What does it take to be within the top-100 most streamed songs on Spotify? (i.e., how many streams?)
Which artists have the highest number of most streamed songs? (Note that the artist_s string might contain multiple unique artists)

Bonus at home 🏠

Which artists have the most cumulative streams?

# YOUR ANSWER HERE

Scraping multiple pages 🤖

Whenever you want to really understand what’s going on within the functions of a new R package, it is very likely that there is a relevant article published in the Journal of Statistical Software. Let’s say you are interested in how the journal was doing over the past years [2023-2024].

Step 1. Inspect the source. Basically, follow steps to extract the XPath information.

browseURL("http://www.jstatsoft.org/issue/archive")

Step 2. Develop a scraping strategy. We need a set of URLs leading to all sources. Inspect the URLs of different sources and find the pattern. Then, construct the list of URLs from scratch.

## URL list build

# base
baseurl <- "http://www.jstatsoft.org/article/view/v"

# volume number
volurl <- as.character(105:110) # volumes 105 to 110

# issue number
issueurl <- c(paste0("0", 1:9), 10:12) # 01 to 12 maximum number of issues in a volume
# (there is a more efficient way of dealing with the inconsistency, but
# let's try to keep this simple

combinations <- tidyr::expand_grid(volurl, issueurl)
#tidyr::expand_grid produces all combinations of volurl and issueurl

urls_list <- combinations |> 
  dplyr::mutate(url = paste0(baseurl, volurl, 'i', issueurl)) |>
  dplyr::pull(url)

names_for_files <- combinations |>
  dplyr::mutate(name = paste0(volurl, '_', issueurl, '.html')) |>
  dplyr::pull(name)

Step 3. Think about where you want your scraped material to be stored and create a directory.

here()
tempwd <- here::here("session-05-web-scraping/data/jstatsoftStats")
#here from here package creates a character string that represents a path to a directory

dir.create(tempwd, recursive = TRUE)
#recursive = TRUE indicates that it should create all directories along the specified path if they don't exist

setwd(tempwd)

Step 4. Download the pages. Note that we did not do this step last time, when we were only scraping one page.

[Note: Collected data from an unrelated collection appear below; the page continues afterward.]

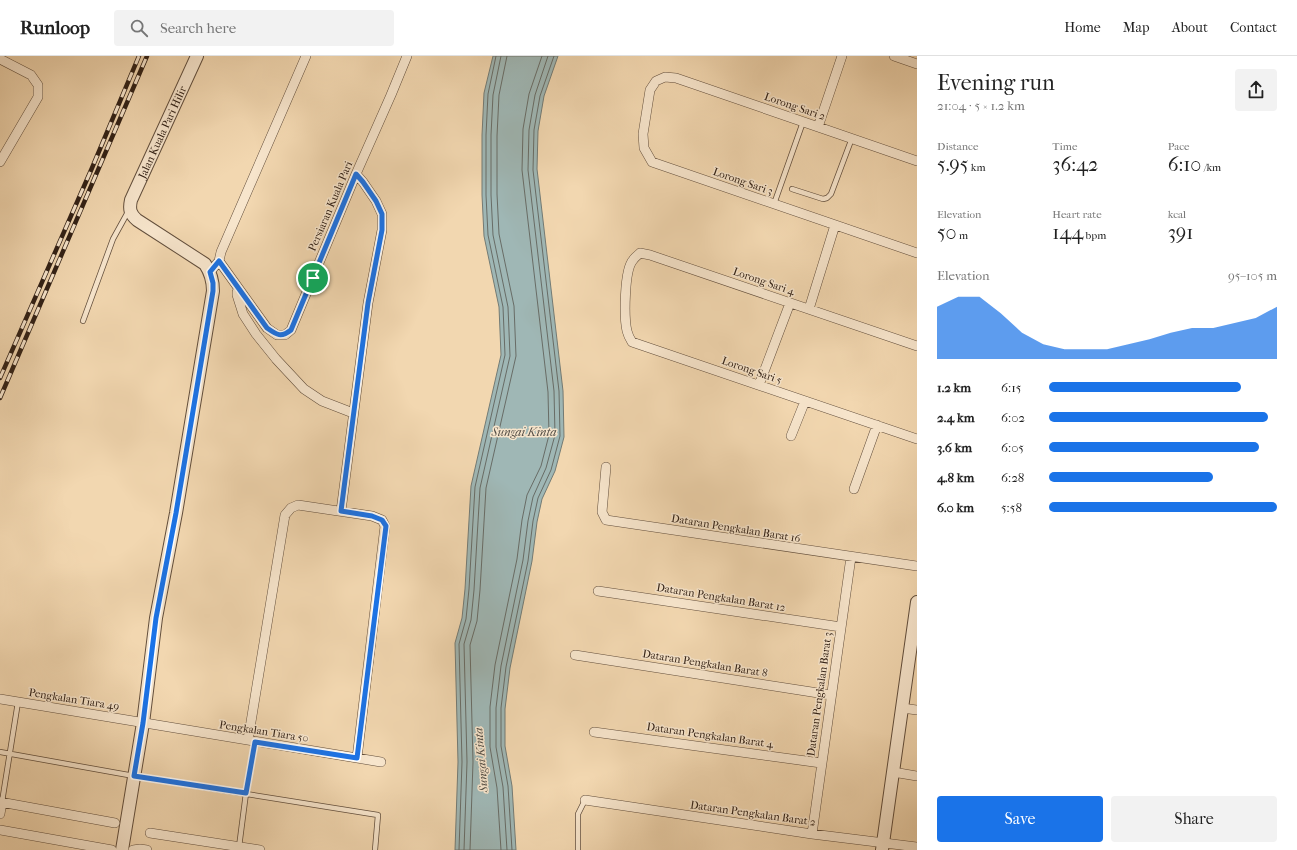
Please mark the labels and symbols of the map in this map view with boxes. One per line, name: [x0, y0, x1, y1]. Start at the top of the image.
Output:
street label: Jalan Kuala Pari Hilir: [135, 84, 189, 182]
street label: Lorong Sari 2: [763, 90, 827, 123]
street label: Persiaran Kuala Pari: [306, 159, 356, 253]
street label: Lorong Sari 3: [711, 165, 775, 198]
pin: [296, 261, 330, 295]
street label: Lorong Sari 4: [731, 265, 797, 298]
street label: Lorong Sari 5: [720, 354, 784, 387]
water label: Sungai Kinta: [491, 425, 557, 439]
street label: Dataran Pengkalan Barat 16: [670, 512, 802, 545]
street label: Dataran Pengkalan Barat 12: [655, 581, 787, 614]
street label: Dataran Pengkalan Barat 3: [804, 631, 835, 757]
street label: Dataran Pengkalan Barat 8: [641, 647, 768, 680]
street label: Pengkalan Tiara 49: [28, 686, 120, 713]
street label: Pengkalan Tiara 50: [218, 718, 309, 745]
street label: Dataran Pengkalan Barat 4: [646, 720, 774, 751]
water label: Sungai Kinta: [471, 727, 491, 794]
street label: Dataran Pengkalan Barat 2: [689, 798, 817, 829]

folder <- paste0(tempwd, "/html_articles/")
#concatenate the tempwd path with "/html_articles/" to create another path

dir.create(folder, recursive = TRUE)

for (i in seq_along(urls_list)) {
  # only update, don't replace
  if (!file.exists(paste0(folder, names_for_files[i]))) {
    # skip article when we run into an error
    tryCatch(
      download.file(urls_list[i], destfile = paste0(folder, names_for_files[i])),
      error = function(e)
        e #the error object (denoted by e) is returned but not acted upon, meaning the error is essentially ignored
    )
    # don't kill their server --> be polite!
    Sys.sleep(runif(1, 0, 1)) #one random sleep interval of 0-1 seconds
  } 
}

While R is downloading the pages for you, you can watch it directly in the directory you defined…

Check whether it worked.

list_files <- list.files(folder, pattern = "0.*") #list of file names that match the regex
list_files_path <- list.files(folder, pattern = "0.*", full.names = TRUE) #full file paths including directory paths of matched files

length(list_files)

Yay! Apparently, we scraped the HTML pages of 60 articles.

Step 5. Import files and parse out information. A loop is helpful here!

# define output first
authors <- character()
title <- character()
datePublish <- character()

# then run the loop
for (i in seq_along(list_files_path)) {
  
   html_out <- rvest::read_html(list_files_path[i], encoding = "UTF-8")
    
  authors[i] <- html_out |> 
    rvest::html_elements(xpath = '//*[contains(concat( " ", @class, " " ), concat( " ", "authors_long", " " ))]//strong') |> 
    rvest::html_text2()
    
    
  title[i] <- html_out |> 
    rvest::html_elements(xpath = '//*[contains(concat( " ", @class, " " ), concat( " ", "page-header", " " ))]') |> 
    rvest::html_text2()
    
  datePublish[i] <- html_out |> 
    rvest::html_elements(xpath = '//*[contains(concat( " ", @class, " " ), concat( " ", "article-meta", " " ))]//*[contains(concat( " ", @class, " " ), concat( " ", "row", " " )) and (((count(preceding-sibling::*) + 1) = 2) and parent::*)]//*[contains(concat( " ", @class, " " ), concat( " ", "col-sm-8", " " ))]') |> 
    rvest::html_text2()
  
}

# inspect data
authors[1:3] 
title[1:3]
datePublish[1:3]

# create a data frame
dat <- data.frame(authors = authors, title = title, datePublish = datePublish)
head(dat)

Step 6. Clean data…

You see, scraping data from multiple pages is no problem in R. Most of the brain work often goes into developing a scraping strategy and tidying the data, not into the actual downloading/scraping part.

(Git)ignoring files 🙅

In case you scraping project is linked to GitHub (as it will be in your assignment!), it can be useful to .gitignore the folder of downloaded files. This means that the folder can be stored in your local directory of the project but will not be synced with the remote (main) repository. Here is information on how to do this using RStudio.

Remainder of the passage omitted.